Koozali.org: home of the SME Server

Obsolete Releases => SME Server 8.x => Topic started by: jameswilson on October 25, 2013, 02:21:26 PM

Title: broken system after power fail
Post by: jameswilson on October 25, 2013, 02:21:26 PM
i have a 32 bit sme install running raid 6 with a spare on 7 drives.
We had a power fail this morning which was to long for the ups.
On power up the kernel panics, not syncing
using a rescue cd it says it cant find any linux partitions.

I have no clue what to do to rescue this thing, any help gratefully recieved.

Yours desperatly
James
Title: Re: broken system after power fail
Post by: janet on October 25, 2013, 02:35:05 PM
jameswilson

Quote
I have no clue what to do to rescue this thing, any help gratefully recieved.

One approach is to rebuild the system from CD (new install) & restore from backup
You should then configure the UPS/SME server/Nut to gracefully shut your SME server down so that a similar issue does not happen in the future.
Title: Re: broken system after power fail
Post by: jameswilson on October 25, 2013, 04:16:38 PM
i can restore the sme bits but i was running various windows vm's in virtualbox.
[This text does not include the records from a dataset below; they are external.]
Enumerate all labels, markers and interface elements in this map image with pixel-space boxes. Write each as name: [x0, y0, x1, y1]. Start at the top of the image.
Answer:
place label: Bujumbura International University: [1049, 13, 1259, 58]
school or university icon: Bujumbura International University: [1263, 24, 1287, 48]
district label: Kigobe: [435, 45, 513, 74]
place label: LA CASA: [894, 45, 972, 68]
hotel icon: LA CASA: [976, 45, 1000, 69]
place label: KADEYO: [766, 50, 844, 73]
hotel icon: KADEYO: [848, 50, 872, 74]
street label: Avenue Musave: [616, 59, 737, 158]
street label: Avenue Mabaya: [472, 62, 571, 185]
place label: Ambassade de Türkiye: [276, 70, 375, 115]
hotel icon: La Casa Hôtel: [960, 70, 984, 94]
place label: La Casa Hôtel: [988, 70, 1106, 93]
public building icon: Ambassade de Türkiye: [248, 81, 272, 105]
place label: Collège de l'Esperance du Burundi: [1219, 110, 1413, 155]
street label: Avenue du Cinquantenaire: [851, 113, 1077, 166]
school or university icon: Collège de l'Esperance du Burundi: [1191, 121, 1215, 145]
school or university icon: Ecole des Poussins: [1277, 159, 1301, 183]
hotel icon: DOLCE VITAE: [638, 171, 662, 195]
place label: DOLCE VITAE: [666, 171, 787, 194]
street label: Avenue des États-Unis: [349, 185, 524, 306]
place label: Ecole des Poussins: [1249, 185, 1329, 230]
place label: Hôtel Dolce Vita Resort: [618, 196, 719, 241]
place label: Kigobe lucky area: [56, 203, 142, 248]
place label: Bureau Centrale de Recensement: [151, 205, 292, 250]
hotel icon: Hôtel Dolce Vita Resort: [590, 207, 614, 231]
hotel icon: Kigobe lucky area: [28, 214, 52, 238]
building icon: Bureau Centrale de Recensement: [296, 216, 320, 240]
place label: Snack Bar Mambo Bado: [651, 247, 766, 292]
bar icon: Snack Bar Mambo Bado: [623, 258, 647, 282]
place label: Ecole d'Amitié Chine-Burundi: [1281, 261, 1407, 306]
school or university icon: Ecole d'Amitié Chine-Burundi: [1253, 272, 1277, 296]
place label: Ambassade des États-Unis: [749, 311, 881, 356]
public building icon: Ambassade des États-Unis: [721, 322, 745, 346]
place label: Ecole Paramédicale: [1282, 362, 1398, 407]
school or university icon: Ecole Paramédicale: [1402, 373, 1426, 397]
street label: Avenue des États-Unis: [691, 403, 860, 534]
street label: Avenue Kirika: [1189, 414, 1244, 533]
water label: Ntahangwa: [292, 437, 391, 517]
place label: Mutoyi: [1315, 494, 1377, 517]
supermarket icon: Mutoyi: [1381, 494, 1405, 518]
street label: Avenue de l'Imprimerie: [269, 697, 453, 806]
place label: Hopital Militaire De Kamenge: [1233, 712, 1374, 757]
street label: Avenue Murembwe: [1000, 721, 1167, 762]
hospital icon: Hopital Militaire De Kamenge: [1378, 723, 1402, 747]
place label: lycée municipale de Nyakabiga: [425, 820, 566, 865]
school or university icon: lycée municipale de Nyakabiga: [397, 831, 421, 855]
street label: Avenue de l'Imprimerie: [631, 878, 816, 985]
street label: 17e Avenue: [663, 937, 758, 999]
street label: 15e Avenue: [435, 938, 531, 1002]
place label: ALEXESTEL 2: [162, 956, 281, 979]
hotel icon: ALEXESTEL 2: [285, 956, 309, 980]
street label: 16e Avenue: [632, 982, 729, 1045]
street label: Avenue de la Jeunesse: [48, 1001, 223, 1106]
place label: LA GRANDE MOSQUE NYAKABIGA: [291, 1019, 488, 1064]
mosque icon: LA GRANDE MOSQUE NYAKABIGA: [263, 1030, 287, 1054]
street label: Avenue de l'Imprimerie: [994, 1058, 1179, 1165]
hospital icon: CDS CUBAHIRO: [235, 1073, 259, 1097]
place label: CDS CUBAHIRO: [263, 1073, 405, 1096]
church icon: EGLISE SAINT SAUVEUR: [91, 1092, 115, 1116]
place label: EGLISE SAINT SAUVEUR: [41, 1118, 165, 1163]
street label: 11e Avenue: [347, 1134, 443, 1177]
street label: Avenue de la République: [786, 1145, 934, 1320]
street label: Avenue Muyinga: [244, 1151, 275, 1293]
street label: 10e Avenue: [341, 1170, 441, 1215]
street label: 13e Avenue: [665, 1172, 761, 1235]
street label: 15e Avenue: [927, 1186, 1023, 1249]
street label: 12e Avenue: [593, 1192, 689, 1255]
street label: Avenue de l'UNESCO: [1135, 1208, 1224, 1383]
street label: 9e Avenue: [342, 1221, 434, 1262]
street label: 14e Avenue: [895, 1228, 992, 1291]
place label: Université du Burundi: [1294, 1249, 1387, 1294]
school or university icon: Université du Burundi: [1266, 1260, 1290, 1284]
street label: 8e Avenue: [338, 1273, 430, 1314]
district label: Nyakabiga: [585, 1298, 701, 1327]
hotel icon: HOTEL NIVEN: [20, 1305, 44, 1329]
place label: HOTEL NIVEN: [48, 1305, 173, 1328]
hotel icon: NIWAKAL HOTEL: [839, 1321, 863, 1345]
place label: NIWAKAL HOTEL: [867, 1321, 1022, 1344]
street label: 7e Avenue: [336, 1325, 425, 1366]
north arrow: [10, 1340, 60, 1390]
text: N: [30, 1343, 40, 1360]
These were not backed up and i need a file from one of them.
Title: Re: broken system after power fail
Post by: jameswilson on October 25, 2013, 04:29:13 PM
on researching all of the 7 drives have no md superblock, on sda through to sdg
Title: Re: broken system after power fail
Post by: jameswilson on October 25, 2013, 07:25:52 PM
Quote
mdadm --assemble --force /dev/md0 /dev/sd[abcdefg]1

found in other places that this command worked but im not brave enough to use it?
Title: Re: broken system after power fail
Post by: stephdl on October 26, 2013, 01:17:58 AM
using a rescue cd it says it cant find any linux partitions.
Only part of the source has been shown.